L'ancien président de l'Association philippine de Montréal et ses banlieues et fondateur du périodique montréalais Filipino Star, Burt Abiera, croit que le président fait actuellement tout ce qu'il peut pour son pays et qu'il tirera des gains politiques de son dévouement.

«Oui, j'ai entendu des critiques de gens qui ne sont pas satisfaits de la réponse du gouvernement. Mais en politique, on ne peut jamais plaire à tout le monde. Il fait de son mieux. Pour cette situation, nous ne pouvons nous en remettre à personne sauf au président», affirme celui qui dit avoir lui-même étudié avec M. Aquino à l'université.

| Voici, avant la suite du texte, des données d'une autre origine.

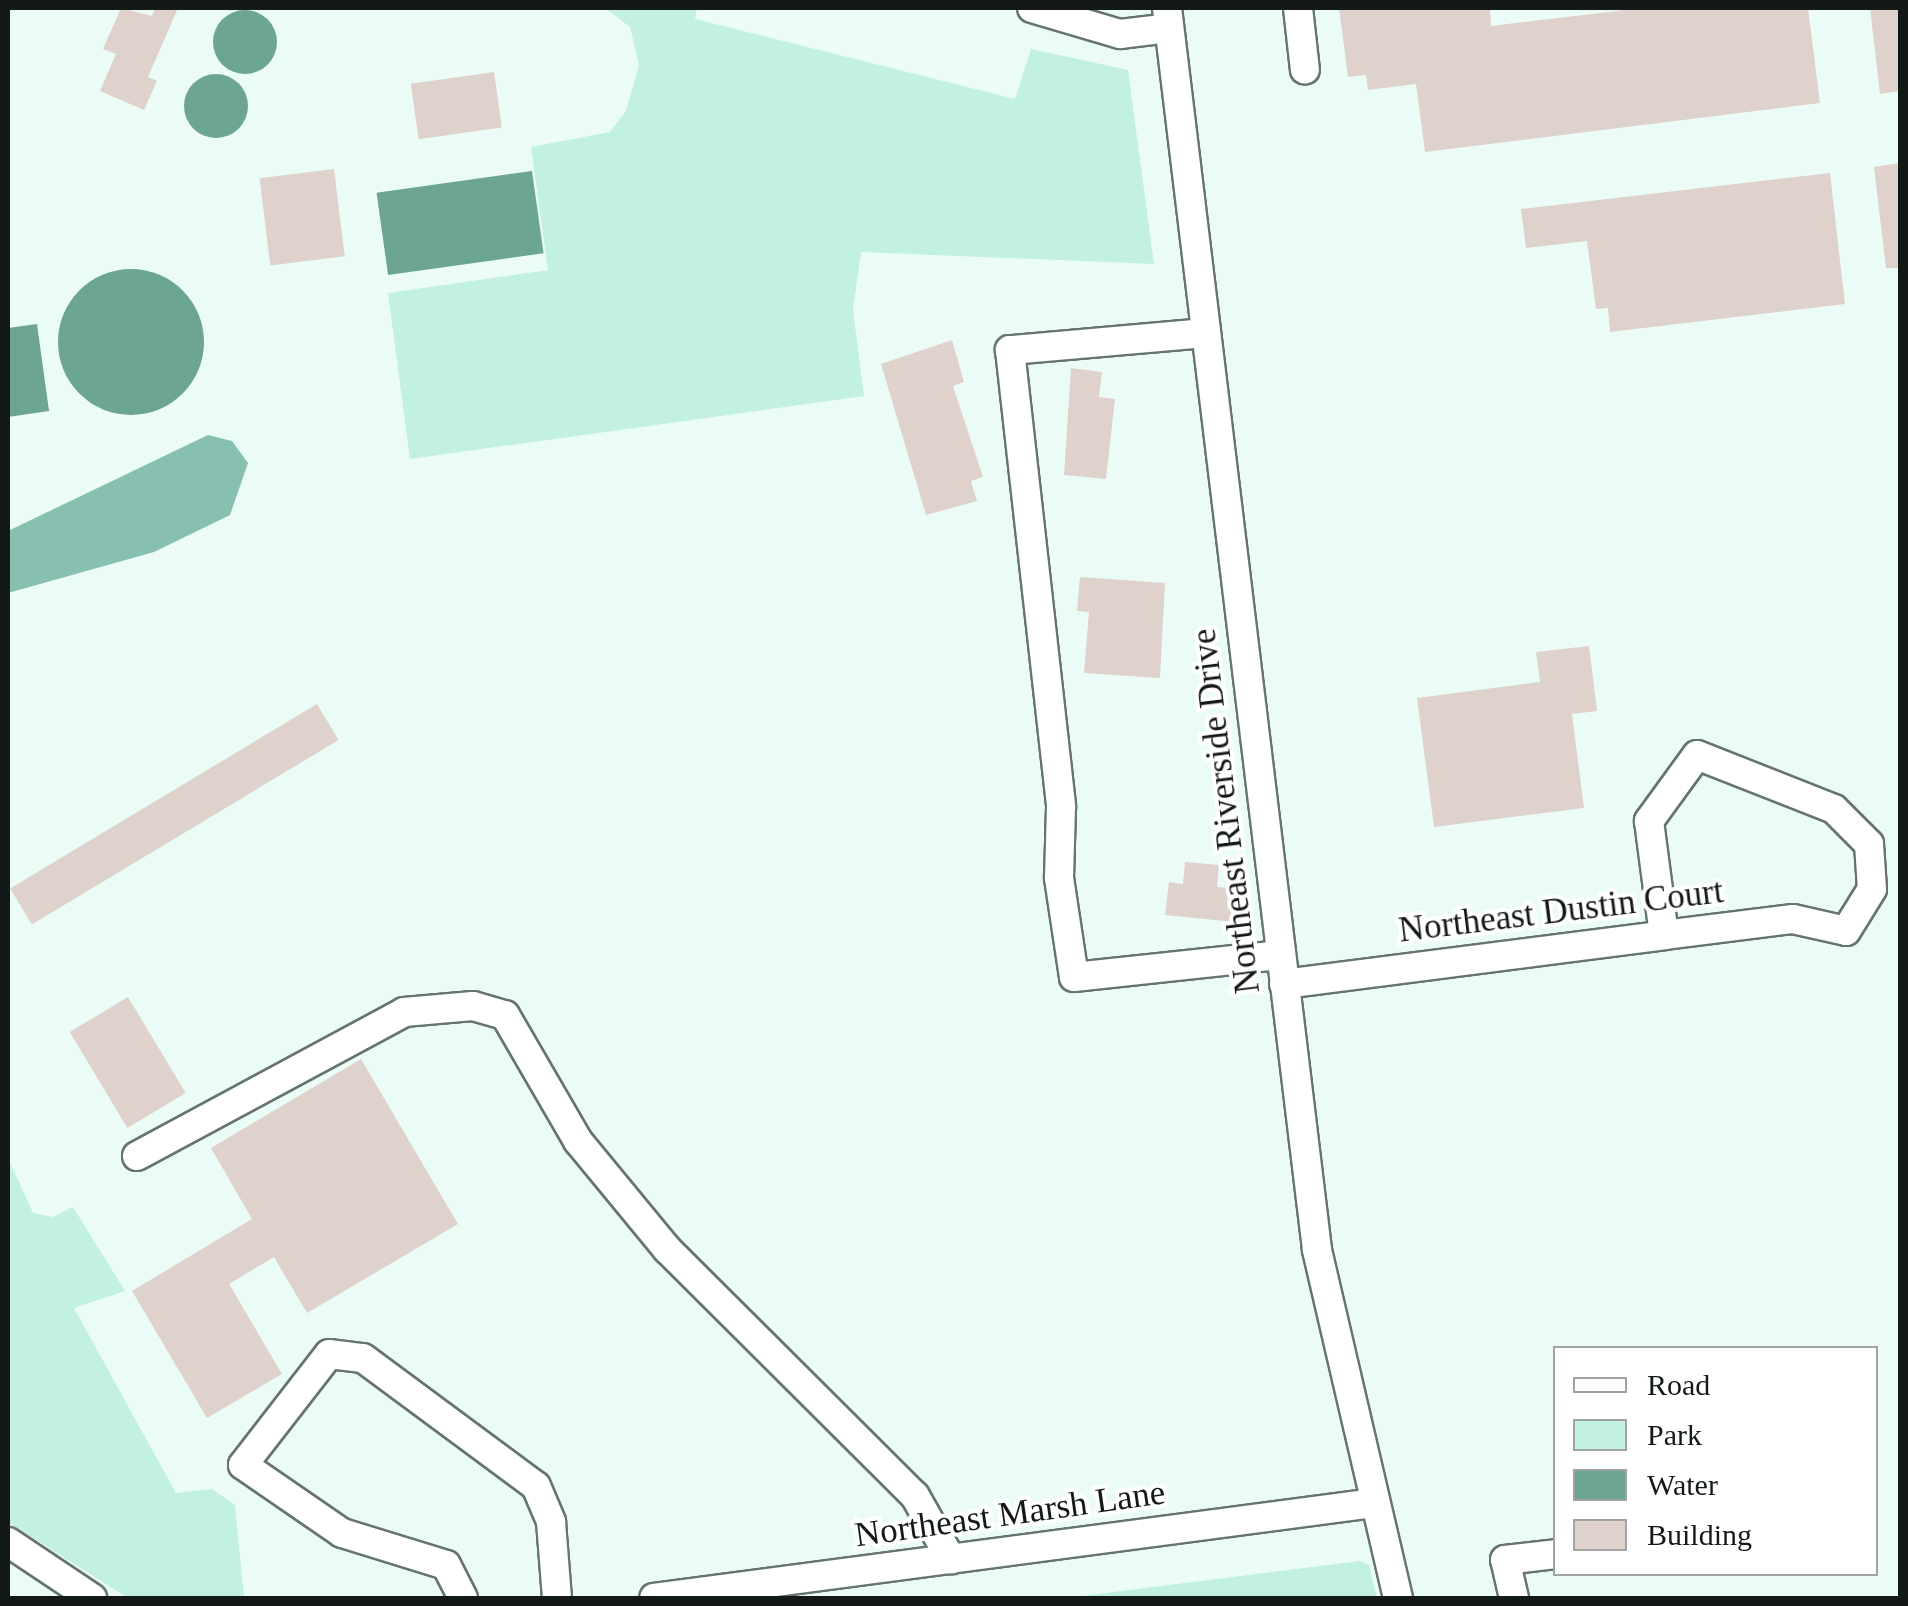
<!DOCTYPE html>
<style>
body{margin:0}
#map{position:relative;width:1908px;height:1606px;overflow:hidden;background:#ebfcf6;font-family:Georgia,serif}
div>[style]{position:absolute}
.green>*{inset:0;background:#c2f0e2}
.forest>*{inset:0;background:#87c0b0}
.water>*{inset:0;background:#6da595;transform-origin:0 0}
.round{border-radius:50%}
.building>*{inset:0;background:#dfd1cb;transform-origin:0 0}
.roads{filter:drop-shadow(2px 0 #667470) drop-shadow(-2px 0 #667470) drop-shadow(0 2px #667470) drop-shadow(0 -2px #667470)}
.minor>*{height:28px;margin:-14px;padding:0 14px;transform-origin:14px;border-radius:14px;background:#fff}
span{translate:-50% -50%;white-space:nowrap;text-align:center;line-height:1.15;-webkit-text-stroke:8px #fff;paint-order:stroke}
.street-label{font-size:35px;color:#131917}
.frame{position:absolute;inset:0;border:10px solid #131917;pointer-events:none}
.legend{position:absolute;left:1553px;top:1346px;width:325px;height:230px;box-sizing:border-box;background:#fff;border:2px solid #a1a3a2;margin:0;padding:12px 18px;list-style:none;font-size:30px;color:#131917}
.legend li{display:flex;align-items:center;gap:20px;height:50px}
.legend b{width:50px;border:2px solid #a1a3a2}
</style>
<div id="map">
<div class="green">
<div style="clip-path:polygon(605px 8px,697px 8px,695px 19px,1015px 99px,1031px 49px,1128px 70px,1154px 264px,861px 252px,853px 310px,864px 396px,410px 459px,388px 293px,548px 270px,531px 147px,610px 132px,626px 111px,639px 65px,630px 27px)"></div>
<div style="clip-path:polygon(8px 1158px,33px 1213px,53px 1217px,73px 1207px,125px 1291px,74px 1308px,176px 1493px,212px 1489px,235px 1505px,244px 1598px,128px 1598px,8px 1522px)"></div>
<div style="clip-path:polygon(1360px 1561px,1369px 1565px,1377px 1598px,1066px 1598px)"></div>
</div>
<div class="forest">
<div style="clip-path:polygon(208px 435px,232px 441px,248px 463px,230px 515px,154px 552px,8px 593px,8px 531px)"></div>
</div>
<div class="water">
<div class="round" style="left:213px;top:10px;width:64px;height:64px"></div>
<div class="round" style="left:184px;top:74px;width:64px;height:64px"></div>
<div style="left:532px;top:171px;width:83px;height:157px;rotate:82deg"></div>
<div class="round" style="left:58px;top:269px;width:146px;height:146px"></div>
<div style="clip-path:polygon(37px 324px,49px 411px,8px 417px,8px 328px)"></div>
</div>
<div class="building">
<div style="clip-path:polygon(121px 8px,152px 16px,155px 8px,178px 8px,148px 77px,157px 81px,144px 110px,100px 91px,116px 54px,103px 49px)"></div>
<div style="clip-path:polygon(1339px 8px,1490px 8px,1491px 26px,1642px 8px,1808px 8px,1820px 103px,1425px 152px,1416px 84px,1368px 90px,1366px 75px,1348px 77px)"></div>
<div style="clip-path:polygon(1870px 8px,1900px 8px,1900px 91px,1880px 94px)"></div>
<div style="left:494px;top:72px;width:56px;height:84px;rotate:82deg"></div>
<div style="clip-path:polygon(1900px 163px,1900px 268px,1886px 268px,1874px 167px)"></div>
<div style="left:334px;top:169px;width:88px;height:75px;rotate:83deg"></div>
<div style="clip-path:polygon(1830px 173px,1845px 304px,1610px 332px,1608px 308px,1596px 309px,1587px 241px,1526px 248px,1521px 209px)"></div>
<div style="clip-path:polygon(952px 340px,964px 382px,953px 386px,983px 477px,971px 481px,977px 501px,926px 515px,881px 364px)"></div>
<div style="clip-path:polygon(1071px 368px,1102px 372px,1099px 397px,1115px 399px,1106px 479px,1064px 475px)"></div>
<div style="clip-path:polygon(1080px 577px,1165px 583px,1160px 678px,1084px 673px,1089px 612px,1077px 611px)"></div>
<div style="clip-path:polygon(1589px 646px,1597px 711px,1572px 714px,1584px 808px,1434px 827px,1417px 698px,1540px 682px,1536px 652px)"></div>
<div style="left:317px;top:704px;width:42px;height:358px;rotate:59deg"></div>
<div style="clip-path:polygon(1185px 862px,1219px 865px,1217px 887px,1238px 889px,1235px 922px,1165px 915px,1169px 882px,1183px 884px)"></div>
<div style="left:128px;top:997px;width:112px;height:68px;rotate:59deg"></div>
<div style="clip-path:polygon(361px 1059px,458px 1224px,307px 1313px,274px 1257px,229px 1284px,282px 1374px,207px 1418px,132px 1291px,252px 1219px,211px 1148px)"></div>
</div>
<div class="roads">
<div class="minor">
<div style="left:1032px;top:8px;width:92px;rotate:16.5deg"></div>
<div style="left:1120px;top:34px;width:49px;rotate:-7deg"></div>
<div style="left:1167px;top:8px;width:1251px;rotate:83.11deg"></div>
<div style="left:1317px;top:1250px;width:357px;rotate:76.9deg"></div>
<div style="left:1298px;top:8px;width:62px;rotate:83.6deg"></div>
<div style="left:1206px;top:333px;width:197px;rotate:175deg"></div>
<div style="left:1010px;top:350px;width:460px;rotate:83.6deg"></div>
<div style="left:1061px;top:807px;width:71px;rotate:91.6deg"></div>
<div style="left:1059px;top:878px;width:100px;rotate:81.4deg"></div>
<div style="left:1074px;top:977px;width:208px;rotate:-6.1deg"></div>
<div style="left:1284px;top:984px;width:383px;rotate:-7.3deg"></div>
<div style="left:1664px;top:935px;width:130px;rotate:-7.1deg"></div>
<div style="left:1793px;top:919px;width:54px;rotate:12.8deg"></div>
<div style="left:1846px;top:931px;width:49px;rotate:-58.2deg"></div>
<div style="left:1872px;top:889px;width:45px;rotate:-93.8deg"></div>
<div style="left:1869px;top:844px;width:49px;rotate:-135deg"></div>
<div style="left:1834px;top:809px;width:147px;rotate:-158.5deg"></div>
<div style="left:1697px;top:755px;width:82px;rotate:126deg"></div>
<div style="left:1649px;top:821px;width:115px;rotate:82.5deg"></div>
<div style="left:137px;top:1156px;width:303px;rotate:-28.3deg"></div>
<div style="left:404px;top:1012px;width:69px;rotate:-5deg"></div>
<div style="left:473px;top:1006px;width:33px;rotate:16deg"></div>
<div style="left:505px;top:1015px;width:146px;rotate:59.9deg"></div>
<div style="left:578px;top:1141px;width:140px;rotate:50.5deg"></div>
<div style="left:667px;top:1249px;width:350px;rotate:44.9deg"></div>
<div style="left:915px;top:1496px;width:73px;rotate:60.3deg"></div>
<div style="left:8px;top:1542px;width:101px;rotate:33.7deg"></div>
<div style="left:463px;top:1598px;width:37px;rotate:-117deg"></div>
<div style="left:446px;top:1565px;width:109px;rotate:-162.9deg"></div>
<div style="left:342px;top:1533px;width:120px;rotate:-145.5deg"></div>
<div style="left:243px;top:1465px;width:140px;rotate:-52.2deg"></div>
<div style="left:329px;top:1354px;width:34px;rotate:7deg"></div>
<div style="left:363px;top:1358px;width:215px;rotate:36.5deg"></div>
<div style="left:536px;top:1486px;width:39px;rotate:67deg"></div>
<div style="left:551px;top:1522px;width:76px;rotate:85.5deg"></div>
<div style="left:654px;top:1598px;width:727px;rotate:-7.51deg"></div>
<div style="left:1514px;top:1598px;width:39px;rotate:-103deg"></div>
<div style="left:1505px;top:1560px;width:51px;rotate:-6.7deg"></div>
</div>
</div>
<div class="street-label">
<span style="left:1226px;top:811px;rotate:-97deg">Northeast Riverside Drive</span>
<span style="left:1561px;top:911px;rotate:-7deg">Northeast Dustin Court</span>
<span style="left:1010px;top:1514px;rotate:-8deg">Northeast Marsh Lane</span>
</div>
<div class="frame"></div>
<ul class="legend">
<li><b style="height:12px;background:#fff"></b>Road</li>
<li><b style="height:28px;background:#c2f0e2"></b>Park</li>
<li><b style="height:28px;background:#6da595"></b>Water</li>
<li><b style="height:28px;background:#dfd1cb"></b>Building</li>
</ul>
</div>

«Après la crise, il va en sortir plus fort, car le monde entier envoie son aide aux Philippines actuellement et lui reste sur le terrain à coordonner tout», ajoute-t-il.

Cap sur la reconstruction

Nourrir, abreuver et soigner les sinistrés n'est pas tout. Une fois l'aide d'urgence acheminée, il restera des centaines de milliers de déplacés à prendre en charge, une économie à redémarrer et une région complète à reconstruire. C'est à cela que se prépare le Centre d'étude et de coopération internationale (CECI), une ONG québécoise qui entrera en scène d'ici le mois de décembre.

«Une fois les gens sortis des décombres, le plus gros reste à faire», souligne France-Isabelle Langlois, porte-parole de l'organisme.

«Ce qu'on fait, c'est de la reconstruction. S'assurer que les gens ont un logement, même temporaire. Distribuer des trousses d'hygiène, des ustensiles, des couvertures, de l'eau et des produits pour assainir l'eau. Et ensuite, travailler avec la population et les autorités locales pour que les gens recouvrent rapidement les moyens de subvenir à leurs besoins. Nous avons identifié des familles de pêcheurs, de fermiers, ou des mères de famille qui sont des petites commerçantes. Nous allons travailler pour qu'elles puissent recommencer à pêcher, cultiver ou revendre rapidement», explique Mme Langlois.

Les partenaires locaux du CECI sur le terrain ont déjà listé les endroits où l'organisme pourra être le plus utile, à l'extérieur des grands centres où beaucoup d'organisations sont déjà présentes.

«Notre partenaire sur place estime que dans le nord de Cebu et dans certaines villes de Leyte, nous allons pouvoir venir en aide à environ 6000 familles», affirme la porte-parole.

Un des défis de la reconstruction est la difficulté d'amasser des fonds une fois que l'actualité est passée à autre chose et que les images de sinistrés dans les décombres ont disparu des médias.

«C'est beaucoup plus difficile, mais on y parvient quand même, explique Mme Langlois. Nous avons nos réseaux et nous avons déjà lancé des appels auprès du gouvernement, des communautés religieuses, des entreprises et du public.»